In the present study, the mean (SD) score of PTSD symptoms among Kurdish women with type 1 of FGM/C was 27.73 (6.79). In a study performed in north of Iraq [24], sharing borders with Iran, the mean (SD) score of PTSD among circumcised Kurdish girls aged 8–14 years was 44.3 (13.73) and the severity of symptom was very high compared to the findings of the present study, which may be attributed to the low prevalence of FGM/C in the north of Iraq, differences in the age groups, and not stratifying the results based on FGM/C type. The study population in the aforementioned study was single girls with a mean age of 12.2 years and in the present study was married women with a mean age of 31.46 years. Further, in a study conducted in Kenya [25], the mean score of PTSD symptoms among women with genital mutilation migrating from Somalia was 41.16 (16.1), as these refugee women had experienced many difficulties and challenges before, during, and after migration, they were more likely to experience higher levels of PTSD. In the present study, the severity of PTSD among the participants were relatively low, which may be due to convenience sampling of the study, the limited injury in genitalia and the social acceptance of the practice.

Associated factors of PTSD

In the present study, the age at FGM/C was regarded as the predictor of PTSD among the women. Namely, individuals who were older at the time of genital mutilation exhibit more PTSD symptoms. Consistent with the findings of the present study, the results of a study conducted on Somali women revealed a positive relationship between the age at FGM/C and PTSD symptoms [25]. Vloeberghs et al. [20] also reported that the severity of PTSD symptoms was higher among women who were older at the time of genital mutilation.

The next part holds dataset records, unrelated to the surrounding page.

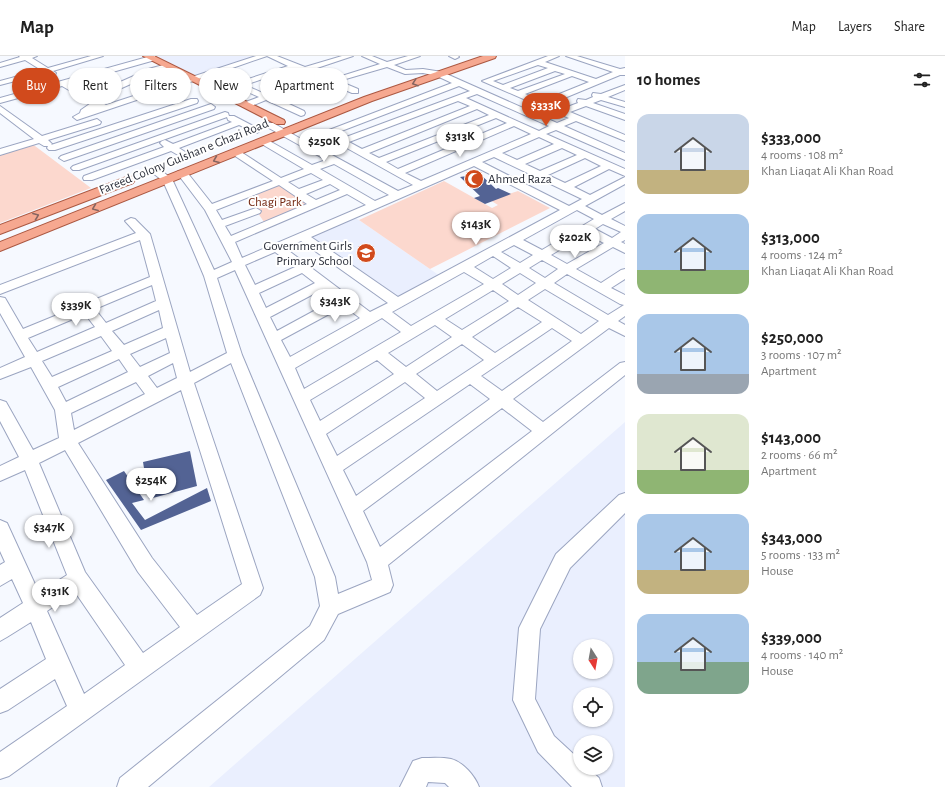 <!DOCTYPE html>
<meta charset="utf-8">
<style>
body{margin:0;font-family:"Alegreya Sans",sans-serif;background:#f6f6f6;color:#222;height:100vh;display:flex;flex-direction:column;font-size:15px;white-space:nowrap}
*{box-sizing:border-box;margin:0}
p{font-size:13px;color:#767676}
.icon{flex:none;width:22px;height:22px;fill:none;stroke:currentColor;stroke-width:2;stroke-linecap:round;stroke-linejoin:round}
.map{position:relative;flex:1;overflow:hidden}
.side{display:flex;flex-direction:column;background:#fff;width:320px}
.side>*{flex:none}
.banner{position:absolute;left:12px;top:12px;width:380px;height:36px;display:flex;gap:8px}
.needle{width:26px;rotate:169deg}
.buttons{position:absolute;left:573px;top:583px;display:grid;gap:8px}
.buttons a{display:grid;place-items:center;width:40px;height:40px;border-radius:50%;background:#fff;box-shadow:0 1px 3px #0004;font-size:20px}
.price{position:absolute;translate:-50% -34px;padding:0 9px;border-radius:14px;background:#fff;color:#222;font-size:13px;line-height:26px;filter:drop-shadow(0 1px 2px #0008)}
.price::after{content:'';position:absolute;left:50%;top:24px;width:12px;height:9px;margin-left:-6px;background:inherit;clip-path:polygon(0 0,100% 0,50% 100%)}
.price.active{background:#d14a1c;color:#fff}
ul{padding:0;list-style:none}
li{display:flex;align-items:center;gap:12px;height:100px;padding:0 12px}
li span{display:grid;place-items:center;flex:none;width:112px;height:80px;border-radius:12px;color:#555}
li>.icon{margin-inline-start:auto}
span .icon{width:48px;height:48px;fill:#fffc;stroke-width:1}
li b{font-size:17px}
h2{display:flex;justify-content:space-between;align-items:center;height:48px;padding:0 12px;font-size:17px}
.pill{padding:0 14px;border-radius:18px;background:#fff;box-shadow:0 1px 3px #0004;font-size:14px;line-height:36px}
.pill.active{background:#d14a1c;color:#fff}
header{display:flex;align-items:center;gap:24px;box-sizing:border-box;height:56px;padding:0 20px;background:#fff;border-bottom:1px solid #e0e0e0}
header strong{font-size:19px}
nav{display:flex;gap:22px;margin-inline-start:auto;font-size:14px}
main{display:flex;flex:1;min-height:0}
.map>svg:first-child{display:block}
.built{fill:#eaeffe;fill-rule:evenodd}
.green{fill:#fcd8ce}
.building{fill:#536394}
.lines{fill:none;stroke-linecap:round;stroke-linejoin:round}
.minor-casing{stroke:#9ba5c1;stroke-width:2}
.major-casing{stroke:#ab5842;stroke-width:2}
.minor{fill:#fff;fill-rule:evenodd}
.major{fill:#f6a890;fill-rule:evenodd}
.oneway{stroke:#866561}
.labels{text-anchor:middle;dominant-baseline:central;stroke-width:4;stroke-linejoin:round;paint-order:stroke}
.far-street-label{font-size:13px;fill:#2b2f3a;stroke:#fff}
.far-poi-label{font-size:13px;fill:#2b2f3a;stroke:#fff;text-anchor:start}
.far-park-label{font-size:13px;fill:#732811;stroke:#fff}
</style>
<header>
<strong>Map</strong>
<nav><a>Map</a><a>Layers</a><a>Share</a></nav>
</header>
<main>
<div class="map">
<svg width="625" height="731" viewBox="0 0 625 731">
<rect width="100%" height="100%" fill="#f6f9ff"/>
<!-- built -->
<path class="built" d="M157,0H256L196,20L155,1Z
M350,159L359,164L443,222L397,247L302,180Z
M625,366V731H209ZM580,590H606V616H580ZM580,638H606V664H580ZM580,686H606V712H580Z"/>
<!-- green -->
<path class="green" d="M31,87L91,132L0,167V96Z
M444,125L492,152L498,149L490,144L518,135L550,152L430,213L359,164Z
M280,126L315,148L266,169L246,139Z"/>
<!-- building -->
<path class="building" d="M480,118L496,133L498,132L511,138L485,148L474,142L480,140L460,121Z
M190,395L197,430L149,443L143,406Z
M124,415L144,444L132,447L145,464L207,432L211,445L141,474L106,424Z"/>
<g class="lines">
<defs>
<path id="minor" d="M19,0H37L32,2L48,12L91,0H103L53,15L56,17L55,19H52L46,17L0,29V25L41,14L25,4L0,11V7L20,1Z
M151,0H155V4L70,28L95,42L100,35L136,19L141,15L167,8L171,10L147,19L142,23L106,39L101,46L106,49L256,0H267L218,17L239,26L288,10L267,0H277L305,11L342,0H353L311,14L332,23L380,8L362,0H372L387,6L408,0H420L394,9L406,14L423,13L442,16L557,67L569,62L542,51L535,52L534,50L535,48L482,25L548,0H559L545,6L596,23L613,16L566,0H577L620,13L625,12V19H620L550,48L562,53L578,47L577,45L578,43L586,44L593,41L592,39L593,37L601,38L625,29V34L608,41L625,46V51L601,44L593,47L625,58V64L586,50L570,56L625,79V85L576,65L564,70L625,97V104L556,74L546,78L625,113V120L609,113L574,131L590,139L625,121V128L585,150L602,159L625,147V155L611,163L625,170V184L621,186L625,188V197L613,191L576,213L601,227L621,214L625,213V223L611,232L625,239V260L618,265L625,269V280L609,272L513,343L543,366L620,307L625,306V319L388,509L393,529L390,536L338,558L324,584L148,731H117L120,722L310,570L320,550L315,521L231,307L194,327L263,532L260,539L9,720L0,723V696L67,650L55,623L8,654L0,657V633L46,603L31,566L7,581L0,585V562L23,547L12,523L0,530V509L5,506L0,495V464L7,467L39,537L67,519L25,414L0,425V410L19,401L0,365V344L6,346L33,394L59,382L55,354L31,311L0,323V312L25,301L0,257V241L5,242L23,273L150,221L140,184L0,238V229L136,177L125,165L131,162L135,163L150,178L190,316L227,297L204,220L182,168L163,125L149,114L150,112H158L172,123L214,214L232,206L205,154L177,117L178,115H186L212,148L273,125L232,98L230,96L232,94H238L281,122L304,113L260,87L258,85L260,83H266L312,109L326,104L267,71L266,69L267,67H273L303,84L452,27L437,20L423,17L405,18L387,11L339,25L358,33V37H352L322,24L274,42L282,45L324,29H330V33L289,48L304,55L305,57L304,59L301,60L266,44L249,51H243L242,49L243,47L259,41L211,19L77,64L73,61L80,57L81,54L91,47L62,30L0,47V42ZM538,9L548,12L503,29L493,25ZM294,12L315,21L267,39L245,29ZM555,15L565,18L518,35L510,32ZM572,20L589,26L542,45L525,38ZM459,30L470,35L338,84L336,86L413,129L398,135L310,87ZM477,38L549,70L539,75L466,42ZM458,45L470,50L362,93L349,86ZM477,53L489,59L379,102L369,97ZM496,62L507,67L398,113L386,106ZM514,70L531,78L421,125L405,117ZM539,81L554,88L517,104L502,97ZM562,92L577,99L540,115L525,108ZM494,101L582,143L569,150L482,106ZM585,102L601,110L565,127L548,119ZM334,108L389,139L375,145L320,113ZM474,110L560,154L398,241L311,181ZM311,117L323,124L299,133L288,126ZM330,128L340,134L316,144L306,138ZM279,129L307,148L231,180L225,170L260,157L261,155L256,152L222,164L216,154ZM347,138L366,149L242,202L235,186ZM577,154L594,163L542,194L523,184ZM603,168L621,176L612,182L595,173ZM586,178L604,187L567,208L551,199ZM301,185L388,247L370,256L285,192ZM514,189L533,199L520,207L501,196ZM275,196L295,211L255,229L245,209ZM493,200L511,212L493,223L474,211ZM542,204L558,213L545,222L529,212ZM235,214L367,506L372,524L338,538L335,521L242,299L217,222ZM464,216L484,228L411,270L392,256ZM302,217L315,227L266,252L259,237ZM520,217L536,227L518,239L502,228ZM567,218L620,248L624,249L608,259L554,227ZM152,229L156,245L106,267L95,253ZM323,233L336,243L277,275L270,261ZM545,233L599,265L581,278L528,244ZM493,234L509,245L462,274L445,263ZM344,250L360,262L290,301L281,284ZM518,251L542,266L495,297L472,281ZM159,254L163,272L124,289L112,275ZM85,258L95,271L37,296L28,282ZM382,262L401,276L304,333L295,312ZM435,269L452,281L406,311L388,297ZM552,272L572,285L502,335L481,320ZM101,280L112,295L52,321L42,305ZM166,282L170,297L140,311L130,298ZM462,288L484,304L437,335L416,318ZM119,303L128,316L66,346L58,331ZM377,304L394,318L320,365L310,344ZM173,307L177,322L157,332L148,320ZM136,326L145,338L74,374L71,357ZM405,326L425,342L337,400L326,378ZM470,328L490,343L356,440L343,414ZM181,334L242,528L197,559L152,502L78,387ZM502,352L532,375L380,491L363,455ZM65,394L138,516L180,571L143,597L85,516L39,407ZM75,536L125,609L84,638L47,555Z
M449,0H458L459,1L455,3Z
M191,43H197L198,45L197,47L55,94H49L47,92L48,90H44L39,87L0,99V93L34,83L0,57V50L42,80L97,63L101,66L100,68L48,84L52,88L51,89Z
M211,48L215,51L214,53L67,104L64,105L59,102L61,100Z
M225,56L228,57L229,60H234L261,74L257,77L239,69L179,92L193,101L191,103H185L171,95L92,124H84L83,122L84,120L164,91L160,87L162,85L165,84L173,88L232,66L228,64L227,61L79,114H73L71,112L73,110Z
M625,437V457L570,512L540,573L535,643L554,680L580,704V712H588L599,722L602,731H572L538,696L513,644L519,572L556,498L619,439Z
M422,702C431,702 442,701 451,703C463,706 475,720 479,731H449L445,727L428,726L426,731H400L413,705Z"/>
<path id="major" d="M143,0H154L284,64L285,66L284,68H276Z
M483,0H496L495,2L372,45L0,195V186L364,41Z
M129,120L133,121L135,124L133,127L0,178V169Z"/>
</defs>
<!-- minor casing -->
<use href="#minor" class="minor-casing"/>
<!-- major casing -->
<use href="#major" class="major-casing"/>
<!-- minor -->
<use href="#minor" class="minor"/>
<!-- major -->
<use href="#major" class="major"/>
</g>
<!-- one-way arrows -->
<defs><path id="oneway-chevron" d="M-2-3.5L2.5 0L-2 3.5" fill="none" stroke-width="1.6" stroke-linecap="round" stroke-linejoin="round"/></defs>
<g class="oneway">
<use href="#oneway-chevron" transform="translate(415 27) rotate(161)"/>
<use href="#oneway-chevron" transform="translate(216 104) rotate(158)"/>
<use href="#oneway-chevron" transform="translate(95 152) rotate(158)"/>
<use href="#oneway-chevron" transform="translate(36 160) rotate(-21)"/>
</g>
<!-- icons -->
<defs>
<symbol id="mosque-disc" viewBox="-11 -11 22 22"><circle r="9.5" fill="#d14a1c" stroke="#fff"/><path d="M3.5-4.9A6 6 0 1 0 3.5 4.9A5 5 0 1 1 3.5-4.9Z" fill="#fff"/></symbol>
<symbol id="school-disc" viewBox="-11 -11 22 22"><circle r="9.5" fill="#d14a1c" stroke="#fff"/><path d="M0-5L7-2L0 1L-7-2ZM-4 1L0 2.5L4 1V4Q0 6-4 4Z" fill="#fff"/></symbol>
</defs>
<g fill-rule="evenodd">
<use href="#mosque-disc" x="463" y="112" width="22" height="22"/>
<use href="#school-disc" x="355" y="186" width="22" height="22"/>
</g>
<g class="labels">
<!-- far-street labels -->
<g class="far-street-label">
<text transform="translate(184 101) rotate(-22)">Fareed Colony Gulshan e Ghazi Road</text>
</g>
<!-- far-poi labels -->
<g class="far-poi-label">
<text x="488" y="123">Ahmed Raza</text>
<text x="352" y="190" text-anchor="end">Government Girls<tspan x="352" dy="15">Primary School</tspan></text>
</g>
<!-- far-park labels -->
<g class="far-park-label">
<text x="275" y="146">Chagi Park</text>
</g>
</g>
</svg>
<div class="buttons">
<a><svg class="needle" viewBox="-14 -14 28 28"><path d="M0-13l5 13h-10z" fill="#e53935"/><path d="M0 13l5-13h-10z" fill="#767676"/></svg></a>
<a><svg class="icon" aria-label="locate" viewBox="0 0 24 24"><circle cx="12" cy="12" r="6"/><path d="M12 2v4M12 18v4M2 12h4M18 12h4"/></svg></a>
<a><svg class="icon" aria-label="layers" viewBox="0 0 24 24"><path d="M12 4l9 5-9 5-9-5zM3 14l9 5 9-5"/></svg></a>
</div>
<b class="price active" style="left:546px;top:71px">$333K</b>
<b class="price" style="left:460px;top:102px">$313K</b>
<b class="price" style="left:324px;top:107px">$250K</b>
<b class="price" style="left:476px;top:190px">$143K</b>
<b class="price" style="left:575px;top:203px">$202K</b>
<b class="price" style="left:335px;top:267px">$343K</b>
<b class="price" style="left:76px;top:271px">$339K</b>
<b class="price" style="left:151px;top:446px">$254K</b>
<b class="price" style="left:49px;top:493px">$347K</b>
<b class="price" style="left:55px;top:557px">$131K</b>
<div class="banner">
<a class="pill active">Buy</a>
<a class="pill">Rent</a>
<a class="pill">Filters</a>
<a class="pill">New</a>
<a class="pill">Apartment</a>
</div>
</div>
<section class="side">
<h2>10 homes<svg class="icon" aria-label="filters" viewBox="0 0 24 24"><path d="M4 7h16M4 17h16"/><circle cx="9" cy="7" r="2"/><circle cx="15" cy="17" r="2"/></svg></h2>
<ul>
<li><span style="background:linear-gradient(#c9d6e8 70%,#c2b280 0)"><svg class="icon" aria-label="home" viewBox="0 0 24 24"><path d="M3 11l9-7 9 7M6 9v11h12V9"/></svg></span><div><b>$333,000</b><p>4 rooms · 108 m²</p><p>Khan Liaqat Ali Khan Road</p></div></li>
<li><span style="background:linear-gradient(#a9c7e8 70%,#8fb573 0)"><svg class="icon" aria-label="home" viewBox="0 0 24 24"><path d="M3 11l9-7 9 7M6 9v11h12V9"/></svg></span><div><b>$313,000</b><p>4 rooms · 124 m²</p><p>Khan Liaqat Ali Khan Road</p></div></li>
<li><span style="background:linear-gradient(#a9c7e8 75%,#9aa5b1 0)"><svg class="icon" aria-label="home" viewBox="0 0 24 24"><path d="M3 11l9-7 9 7M6 9v11h12V9"/></svg></span><div><b>$250,000</b><p>3 rooms · 107 m²</p><p>Apartment</p></div></li>
<li><span style="background:linear-gradient(#dfe7d0 70%,#8fb573 0)"><svg class="icon" aria-label="home" viewBox="0 0 24 24"><path d="M3 11l9-7 9 7M6 9v11h12V9"/></svg></span><div><b>$143,000</b><p>2 rooms · 66 m²</p><p>Apartment</p></div></li>
<li><span style="background:linear-gradient(#a9c7e8 70%,#c2b280 0)"><svg class="icon" aria-label="home" viewBox="0 0 24 24"><path d="M3 11l9-7 9 7M6 9v11h12V9"/></svg></span><div><b>$343,000</b><p>5 rooms · 133 m²</p><p>House</p></div></li>
<li><span style="background:linear-gradient(#a9c7e8 60%,#7fa58c 0)"><svg class="icon" aria-label="home" viewBox="0 0 24 24"><path d="M3 11l9-7 9 7M6 9v11h12V9"/></svg></span><div><b>$339,000</b><p>4 rooms · 140 m²</p><p>House</p></div></li>
</ul>
</section>
</main>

In addition, the level of education and type of residence were considered as other predictors of PTSD in the present study, so that the severity of PTSD symptoms increased among women with lower level of education and those who live in the house of the father-in-law. In fact, circumcised women with low social and economic status demonstrated more PTSD symptoms. Knipscheer et al. [21] reported that the low economic status was significantly associated with psychological trauma among circumcised girls and women, which is in line with the results of the present study. Further, Vloeberghs et al. [20] addressed that full housewife women experienced more anxiety and depression compared to the employed circumcised women.

Strength and limitation of the study

The strengths of the present study included using standard questionnaire and reporting the results in detail for type 1 FGM. Moreover, the findings of the study provided evidence for planning a future advanced study. The main limitation of study is the use of the convenience sampling method. Also, the results of the present study cannot be generalized to other contexts or cultures, since it was conducted in one geographical area with specific ethnicity.

Conclusion and recommendation

In the present study, the prevalence and severity of PTSD among the participants were relatively low, which may be due to the convenience sampling of the study, the limited injury in genitalia, and the social acceptance of the practice. Based on the results, the PTSD symptoms enhanced by increasing age at FGM/C and decreasing socio-economic levels. Conducting similar studies in societies with high prevalence of other types of FGM/C is strongly recommended.